A major problem for TTC Presto riders today is that there are limited locations where riders entitled to discount fares (seniors, students) can have their Presto accounts set up to charge concession rates. This is supposed to expand with the full TTC rollout, but details are scarce. If you can’t get your card set up for a discount, you pay full fare needlessly, or you stay with “legacy” fares as long as they are available.

The stealthiest of the possible fare change proposals is a move to some form of distance-based fares. Metrolinx has been pushing the idea as part of its “Regional Fare Integration Strategy” for a few years, and shows little sign of relenting on this for the TTC. “Rapid transit” fares would be based on distance travelled, and a fare from, say, Scarborough Town Centre to downtown would cost considerably more than it does today with likely a decrease in short distance fares. Metrolinx is quite selective in its description of “rapid transit” and initially this was only the GO rail and TTC subway networks. However, the description has more recently appeared for future LRT lines, although there is no mention of whether BRT services such as VIVA would fall into this category.

The TTC has assisted with making fare by distance possible because its new fare gates can have readers on both sides so that a “tap out” is needed to leave a station. This has very severe implications for the operation of a system that is designed around a free transfer and full integration between surface and subway routes. The Metrolinx study is still underway thanks to a growing realization at the political level that fare by distance is a land mine just waiting to go off under an already unpopular provincial government.

Presto implementation is expected to add $30 million to the TTC’s costs for 2017 because the savings of the new system will not be fully realized while old and new co-exist. That’s roughly the equivalent of a 1% property tax increase if paid through subsidy, or about a dime on the basic adult fare. In the medium term, Presto fees to the TTC are limited by contract, but we know from other cities that a big jump faces the TTC down the road because Presto simply is not self-sustaining on its current revenue stream. Queen’s Park does not want to indirectly subsidize local transit through its mandatory fare technology, and will claw back gas tax transfers from any municipality that does not comply.

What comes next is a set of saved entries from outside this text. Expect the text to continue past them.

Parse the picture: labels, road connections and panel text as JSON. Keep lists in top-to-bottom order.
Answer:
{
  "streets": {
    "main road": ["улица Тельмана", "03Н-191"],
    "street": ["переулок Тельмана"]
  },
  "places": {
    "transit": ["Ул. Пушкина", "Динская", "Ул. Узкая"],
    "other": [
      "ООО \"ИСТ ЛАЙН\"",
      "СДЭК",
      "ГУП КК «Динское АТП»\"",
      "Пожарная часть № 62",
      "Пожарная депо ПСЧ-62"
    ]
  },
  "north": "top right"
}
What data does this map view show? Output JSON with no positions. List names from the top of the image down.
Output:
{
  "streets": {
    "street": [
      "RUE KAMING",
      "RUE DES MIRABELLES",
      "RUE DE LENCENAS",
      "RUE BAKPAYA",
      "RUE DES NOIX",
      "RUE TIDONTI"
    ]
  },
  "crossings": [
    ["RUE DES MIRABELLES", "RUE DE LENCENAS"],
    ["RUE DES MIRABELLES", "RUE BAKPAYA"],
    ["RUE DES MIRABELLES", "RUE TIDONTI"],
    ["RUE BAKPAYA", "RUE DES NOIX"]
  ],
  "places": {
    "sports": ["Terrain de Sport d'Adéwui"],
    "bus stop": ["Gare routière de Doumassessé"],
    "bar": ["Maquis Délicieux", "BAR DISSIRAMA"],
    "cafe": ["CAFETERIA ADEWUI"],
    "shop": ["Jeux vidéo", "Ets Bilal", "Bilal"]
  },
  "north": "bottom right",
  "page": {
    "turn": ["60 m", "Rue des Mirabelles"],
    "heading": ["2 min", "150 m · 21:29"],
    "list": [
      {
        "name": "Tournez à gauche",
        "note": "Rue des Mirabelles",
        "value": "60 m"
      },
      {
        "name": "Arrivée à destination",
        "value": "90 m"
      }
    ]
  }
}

A Marketing Failure: Bad News is Bad for Business

In my role as a “transit advocate”, I get questions both on this site and in person about how Presto will work. People ask me what is happening to the fare structure, and thanks to indecisiveness at TTC, I have to answer “I don’t know”. For a system that is supposed to be widely available in a few months, the absence of details is very troubling.

Even worse is the sense that both the TTC and Metrolinx are setting up for an environment where the transit rider (existing and potential) is a distant secondary consideration to avoidance of new costs and gerrymandering the fare system for political benefit.

The absence of public debate about fare structures and related funding challenges shows that none of the players wants to see these issues brought out in the open.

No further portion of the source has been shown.